# Chronic pressure in head/brain, feels like its going to explode.



## kanyeknievel

Hey everyone, I've wrote this before in another topic but that had to do with other things not this specifically. I've had this for like a year or so now, it seemed in the summer times it was very mild or not there, but idk if the winter has anything to do with anything but i have a CONSTANT pressure that just seems to building up in my head/brain every day. I wake up and its either not there or barely there and just throughout the day it just seems to get more and more pressurized and at the end of the day, either i dont care and ignore it cuz im going to bed or it goes away a little but its very annoying.

Makes me not want to really do anything, dont know if its just that or my mild-moderate depression. but i seem to associate the pressure with the depression as well. But does anyone else have this? Im not one to look on the internet for answers because thats a sign of anxiety and im getting over my anxiety slowly and realise im empowering it. Im not gonna go self diagnose whatever it is, i just am really frustrated with it and its so hard to handle at times. I dont know what it could but, i went to a neurologist and nothing was wrong. Im pretty sure i got cat scans done and whatever of my head when i got a concussion ( i think ) last year snowboarding, and if there was a tumor or something like that, im sure it would show in one of those right?

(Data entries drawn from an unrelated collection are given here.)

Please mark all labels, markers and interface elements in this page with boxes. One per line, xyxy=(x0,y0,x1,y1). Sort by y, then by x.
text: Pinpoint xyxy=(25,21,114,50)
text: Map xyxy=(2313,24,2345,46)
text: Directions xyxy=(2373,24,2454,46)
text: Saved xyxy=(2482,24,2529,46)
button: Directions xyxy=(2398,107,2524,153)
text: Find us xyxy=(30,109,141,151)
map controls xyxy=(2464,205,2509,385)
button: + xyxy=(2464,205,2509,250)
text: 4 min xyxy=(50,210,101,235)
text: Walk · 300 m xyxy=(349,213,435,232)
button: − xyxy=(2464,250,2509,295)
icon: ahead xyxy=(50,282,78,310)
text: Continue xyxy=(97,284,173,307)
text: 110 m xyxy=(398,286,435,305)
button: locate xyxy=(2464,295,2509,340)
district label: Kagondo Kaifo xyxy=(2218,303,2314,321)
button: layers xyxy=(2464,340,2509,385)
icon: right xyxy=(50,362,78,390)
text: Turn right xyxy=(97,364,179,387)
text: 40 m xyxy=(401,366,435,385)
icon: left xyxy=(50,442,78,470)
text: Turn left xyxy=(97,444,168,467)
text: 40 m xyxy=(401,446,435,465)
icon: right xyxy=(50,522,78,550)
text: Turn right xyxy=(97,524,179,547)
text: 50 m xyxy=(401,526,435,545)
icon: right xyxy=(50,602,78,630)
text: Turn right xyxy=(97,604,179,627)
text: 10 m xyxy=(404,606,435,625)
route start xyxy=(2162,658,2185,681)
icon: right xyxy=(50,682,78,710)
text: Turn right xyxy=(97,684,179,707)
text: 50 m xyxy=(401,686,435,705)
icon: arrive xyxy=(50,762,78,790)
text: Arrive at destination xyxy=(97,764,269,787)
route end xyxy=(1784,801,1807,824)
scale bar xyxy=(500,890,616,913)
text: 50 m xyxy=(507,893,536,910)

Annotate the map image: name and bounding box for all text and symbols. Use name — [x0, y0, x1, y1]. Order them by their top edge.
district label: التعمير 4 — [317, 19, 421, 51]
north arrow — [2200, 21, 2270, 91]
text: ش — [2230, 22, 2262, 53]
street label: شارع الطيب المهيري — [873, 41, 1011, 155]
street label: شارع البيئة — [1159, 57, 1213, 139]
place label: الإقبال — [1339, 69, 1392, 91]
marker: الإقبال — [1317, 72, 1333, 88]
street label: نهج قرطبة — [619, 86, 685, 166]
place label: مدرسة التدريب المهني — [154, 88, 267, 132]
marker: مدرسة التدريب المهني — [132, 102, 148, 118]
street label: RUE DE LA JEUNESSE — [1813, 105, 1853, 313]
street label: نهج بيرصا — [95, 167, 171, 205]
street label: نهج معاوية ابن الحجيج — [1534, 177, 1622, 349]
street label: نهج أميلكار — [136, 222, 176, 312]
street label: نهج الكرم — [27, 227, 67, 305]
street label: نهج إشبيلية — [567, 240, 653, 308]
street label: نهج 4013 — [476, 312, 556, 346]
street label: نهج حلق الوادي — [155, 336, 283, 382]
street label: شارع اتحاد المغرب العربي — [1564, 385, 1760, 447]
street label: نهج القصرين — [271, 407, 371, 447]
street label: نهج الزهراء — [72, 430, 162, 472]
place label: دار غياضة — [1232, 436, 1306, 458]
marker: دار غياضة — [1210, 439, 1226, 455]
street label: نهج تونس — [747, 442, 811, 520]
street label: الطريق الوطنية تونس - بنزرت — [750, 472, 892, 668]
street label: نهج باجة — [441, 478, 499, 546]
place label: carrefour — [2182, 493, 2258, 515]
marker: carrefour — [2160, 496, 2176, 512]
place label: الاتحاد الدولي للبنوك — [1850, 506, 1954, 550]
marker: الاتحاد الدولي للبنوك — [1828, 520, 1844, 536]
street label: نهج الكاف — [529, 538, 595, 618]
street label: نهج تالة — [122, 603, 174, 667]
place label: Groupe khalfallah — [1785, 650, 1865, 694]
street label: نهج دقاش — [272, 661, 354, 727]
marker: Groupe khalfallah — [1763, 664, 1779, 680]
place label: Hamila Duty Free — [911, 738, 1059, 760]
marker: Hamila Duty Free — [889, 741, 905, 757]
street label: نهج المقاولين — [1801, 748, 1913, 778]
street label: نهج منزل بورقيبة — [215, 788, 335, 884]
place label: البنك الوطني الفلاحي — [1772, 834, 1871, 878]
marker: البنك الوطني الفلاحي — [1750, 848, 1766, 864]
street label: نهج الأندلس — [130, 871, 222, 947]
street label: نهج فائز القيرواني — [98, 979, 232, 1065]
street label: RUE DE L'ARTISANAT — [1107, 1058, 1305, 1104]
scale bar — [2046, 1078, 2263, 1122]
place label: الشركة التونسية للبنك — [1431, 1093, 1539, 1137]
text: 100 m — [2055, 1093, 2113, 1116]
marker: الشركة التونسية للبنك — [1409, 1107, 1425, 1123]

I dont think its that, but it seems like it could somehow be that. Also, i dont know if its maybe from imflammed blood vessels in my brain? Anything like that, anyone have experience with this, or can relate or have an idea what i should do? Does seem like my PD takes it seriously enough as i do, cause it causes me to decline in my social life and doing shit i like to do.


----------



## Dtergent

Is there a pain also, or just pressure?


----------



## kanyeknievel

Dtergent said:


> Is there a pain also, or just pressure?



compared to if i had a headache, no pain, pressure. i guess u could consider it pain but its not like a headache pain at all


----------



## TINK

does it feel like you have a helmet on that is being squeezed down on your head?

can you pin point the pressure area. You have multiple sinus areas in your head.


----------



## kanyeknievel

TINK said:


> does it feel like you have a helmet on that is being squeezed down on your head?
> 
> can you pin point the pressure area. You have multiple sinus areas in your head.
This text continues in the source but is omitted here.